Surely, we thought, things must have moved on in the intervening five months?
After all, since Barnier's tough talking in February, European parliamentarians have put forward a series of amendments which ACCA largely welcomes. The MEPs' legal affairs committee issued a report which included:
- Calling for an extension of the scope of audit, namely to risk, which ACCA has argued for over the past three years.
- Clear demarcation of audit and non-audit services provided to the same client rather than a ban on the latter.
- Strengthening the role of the audit committee, which would be responsible for permitting the provision of those non-audit services, and have a crucial role to play in the tendering process
- No compulsory rotation of external auditors
But observers last week could have been forgiven for thinking that none of this had happened. Barnier confirmed that the EC would be putting out legislation in November, despite rumours that it would be delayed. To remove any doubts, the Commissioner spelled it out: "you might think I'm being too severe – but as I said in February, the status quo is not an option".
Barnier said 'the key word for the profession is independence'. Shareholders and others have lost confidence in corporate reports because they doubt the independence of auditors. 'We see auditors who are too closely linked to clients.' So, contrary to the MEPs' report, the Commissioner went back to firm rotation and non-audit services.
On rotation of firms, he said there needed to be ‘a balance between too much, which would damage quality, and too little, which would harm independence'.
On non-audit services: 'too many are given to audit clients. They will often be higher fee than the audit.'
And then the big one: 'How can you be wholly independent? We have to limit or even prohibit non-audit services for audit clients'. The Commissioner went on to float the idea that 'strictly auditing firms' would open up the market to smaller competitors, though later backtracked on that option – viewed by ACCA as extremely damaging to the profession – in the Q&A session.
On competition or 'diversity' of firms, he insisted that he was 'not crusading against Big Four' although he added: 'we do not believe we should have only four.'
So what was an answer?
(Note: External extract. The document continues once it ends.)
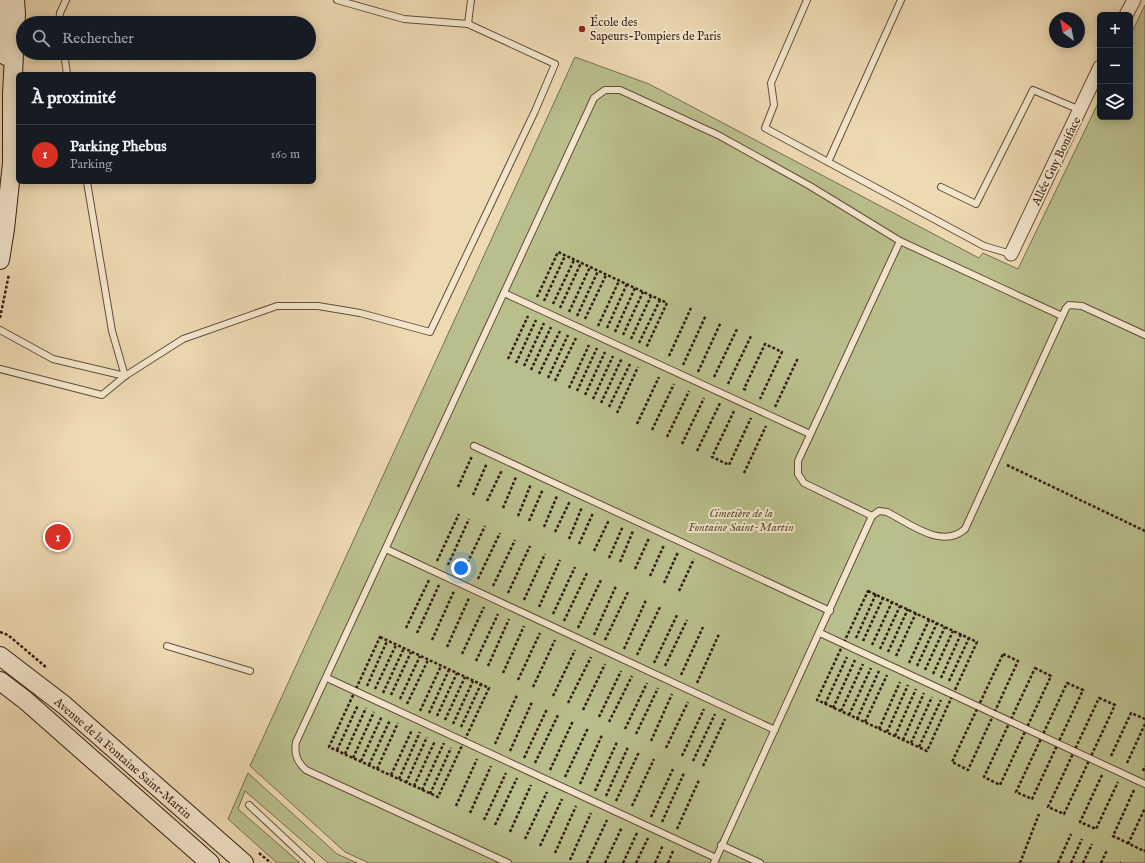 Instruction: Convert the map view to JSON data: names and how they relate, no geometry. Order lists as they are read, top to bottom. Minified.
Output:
{"streets":{"main road":["Avenue de la Fontaine Saint-Martin"],"street":["Allée Guy Boniface"]},"parks":["Cimetière de la Fontaine Saint-Martin"],"places":["École des Sapeurs-Pompiers de Paris"],"north":"top left","page":{"map_buttons":["+","−"],"search":"Rechercher","heading":"À proximité","list":[{"mark":"1","name":"Parking Phebus","note":"Parking","value":"160 m"}],"pins":"1"}} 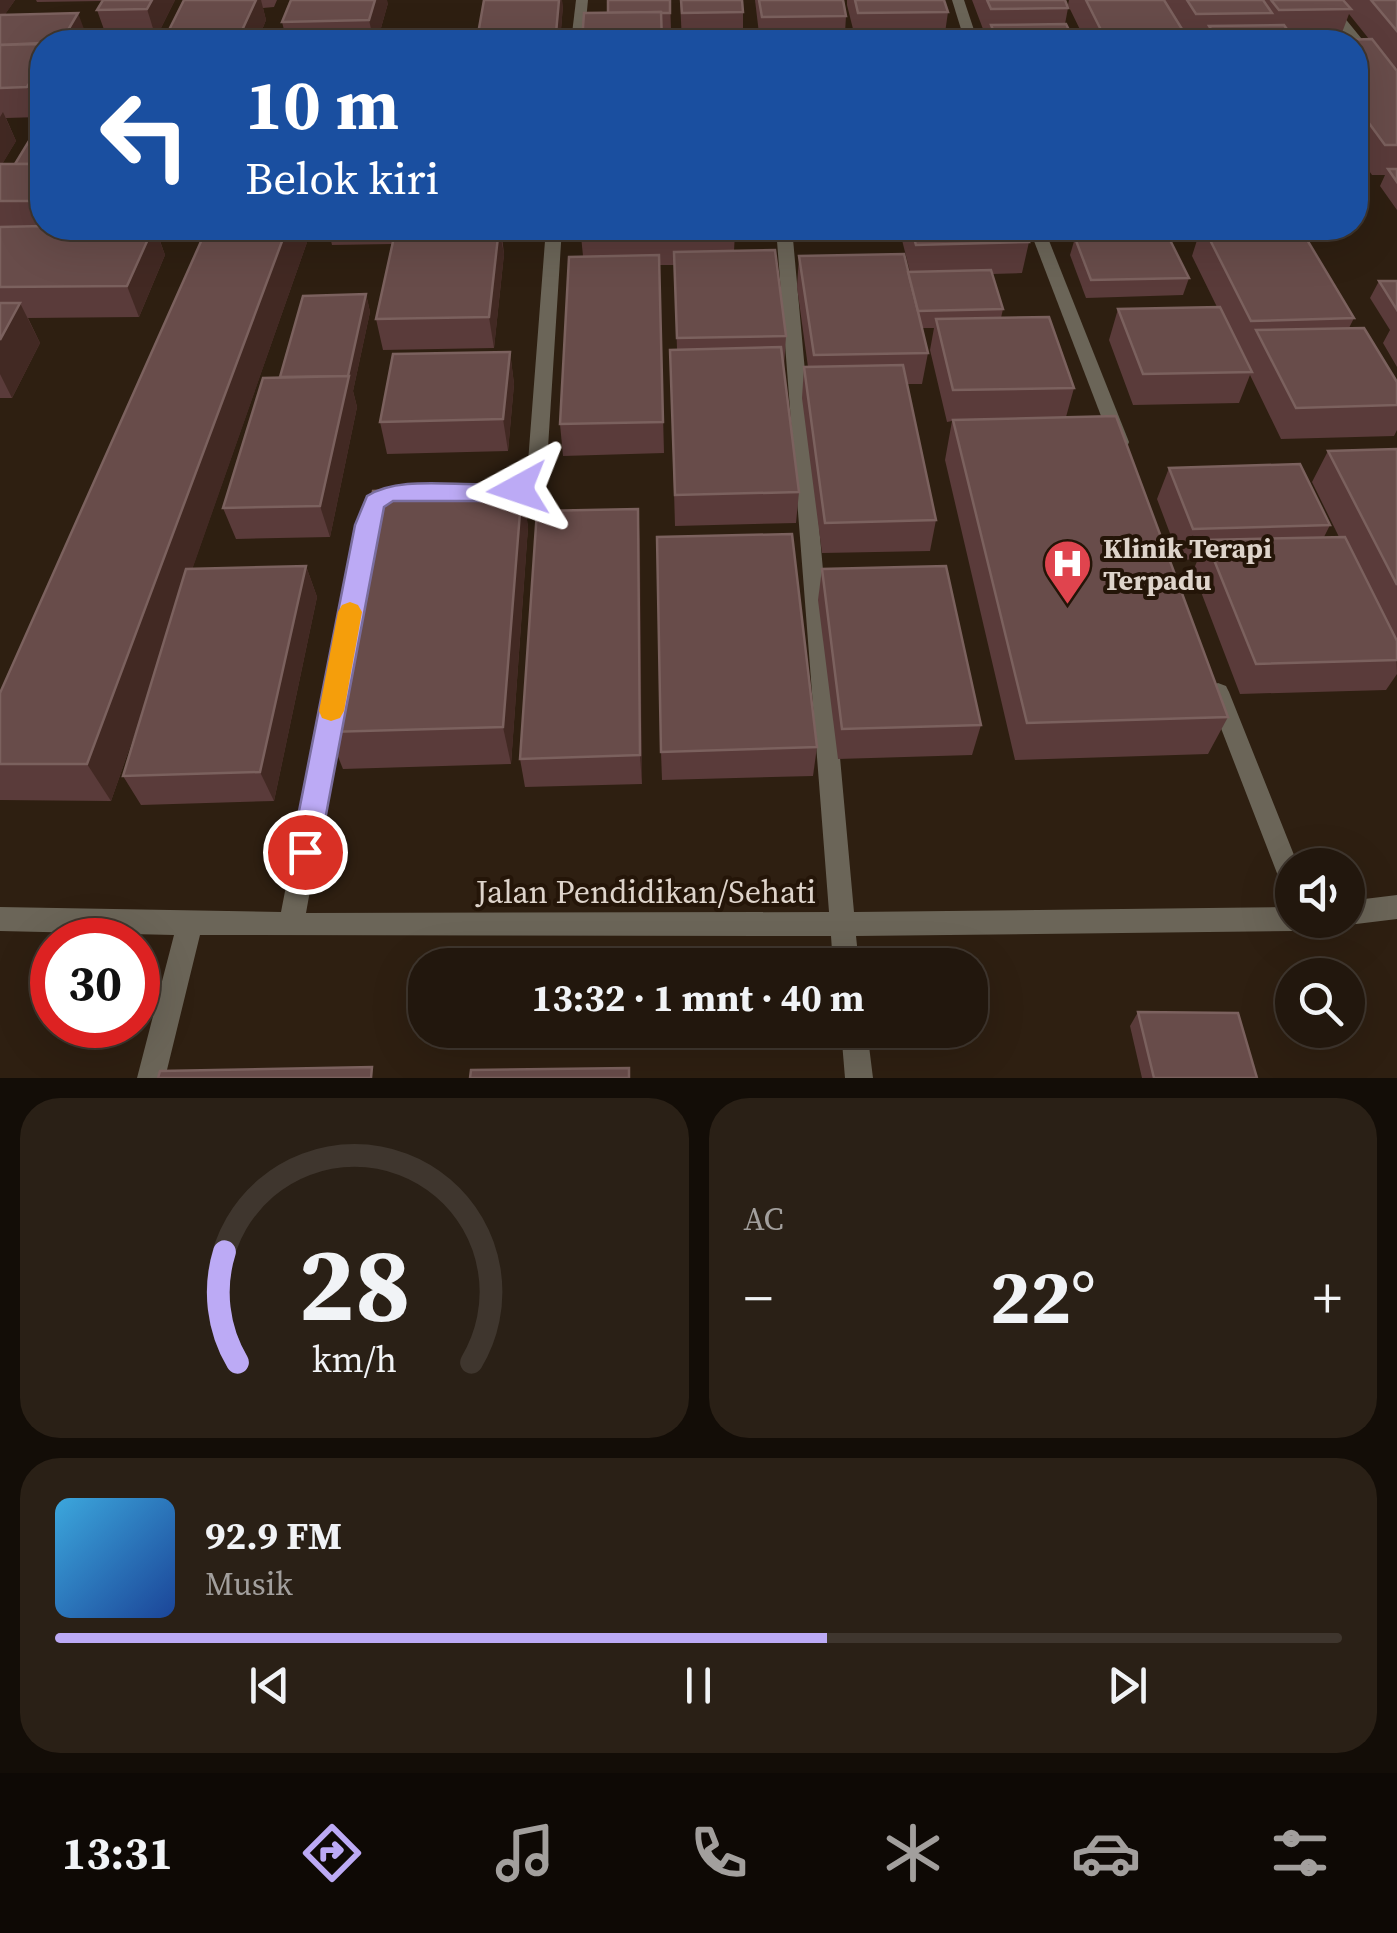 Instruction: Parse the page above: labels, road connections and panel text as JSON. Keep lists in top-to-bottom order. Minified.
{"streets":{"street":["Jalan Pendidikan/Sehati"]},"places":{"hospital":["Klinik Terapi Terpadu"]},"page":{"turn":["10 m","Belok kiri"],"limit":"30","trip":"13:32 · 1 mnt · 40 m","tile":"AC","heat":["−","22°","+"],"song":["92.9 FM","Musik"],"tabs":"13:31","gauge":["28","km/h"]}} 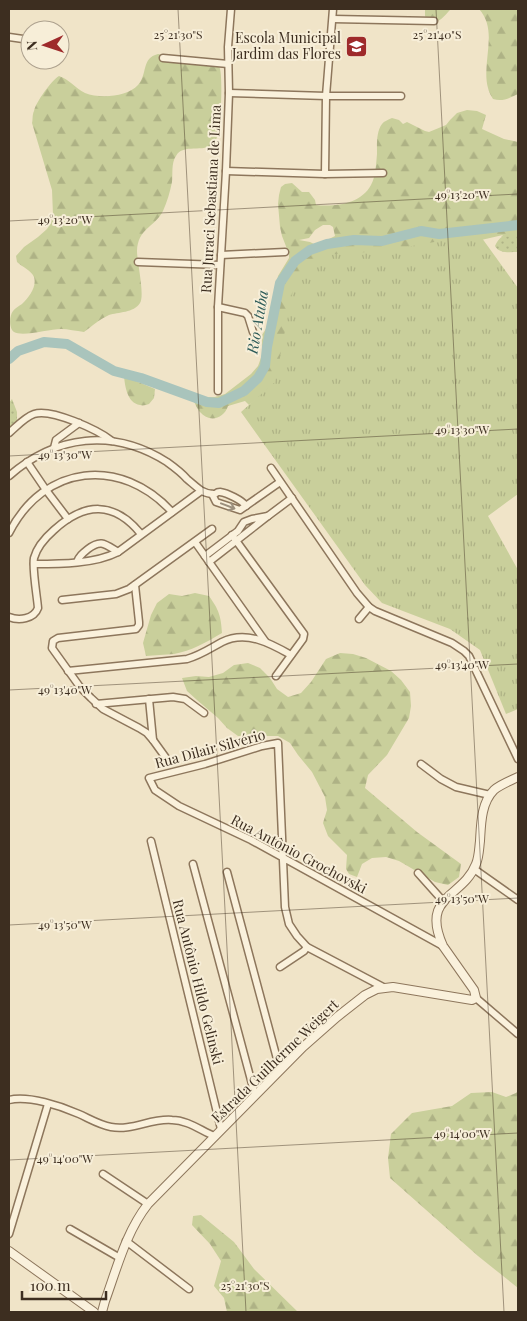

Another standby from February: 'We are considering joint audits and regular tendering'. At the February event, joint audits clearly divided the delegates along national lines – the French profession was largely in favour while the other states saw them as costly and ineffective. Little had changed except, it seemed, a hardening of the EC's position. Stephen Haddrill, CEO of UK regulator the FRC, had earlier criticised joint audits as being 'an iconic issue within the EU – but not a good issue'. And a UK accounting academic questioned why such ideas from the past were being wheeled out again as an answer to the crisis now.
Nathalie de Basaldua, EC's head of audit unit, who after pointing to the House of Lords Economic Affairs Committee's criticisms of the UK audit profession, insisted that in France joint audits 'have been a way of showing that there are other important players in the market.' So it seems pretty clear that joint audits are still the way the EC is determined to go.
The most persuasive argument was put forward by Wouter Bos, now KPMG partner but formerly Finance Minister of the Netherlands, who said the profession must not react defensively to proposed changes and hide behind standards but must engage with the wider debate and accept that its response to date had been inadequate. In the age of reduced deference to professions, there is no future in just dismissing criticisms as ill-informed, he argued. The audit role must evolve to meet public expectations and even if proposals ultimately come up which we disagree with, this may be the cost we have to bear as a way of rebuilding trust among wider society. In our recent paper 'Audit under fire: a review of the post financial crisis inquiries', we’ve also argued that constructive proposals for audit reform should be welcomed.
To end the day on a wider global perspective, James Doty, CEO of the US regulator, the PCAOB, went through the options laid out in its recent 'concept release'. One of the interesting possibilities floated in that paper is for an Auditors Discussion and Analysis (AD+A), a freeform report which gives the auditors the opportunity to go into greater detail on their findings, mirroring the Management Discussion and Analysis narrative report by the company. This is also one of the suggestions put forward by an ACCA-commissioned paper on extending audit reports, which will be out very soon.
A less welcome area of interest from PCAOB has been on mandatory rotation of firms, which Doty argued might be more effective than lead partner rotation within the same firm. The US audit debate has been slower to get going but PCAOB has been undertaking extensive outreach among investors and other stakeholders during 2011 and Doty is clearly determined to make his mark. ACCA has been active in that debate and will continue to keep you informed.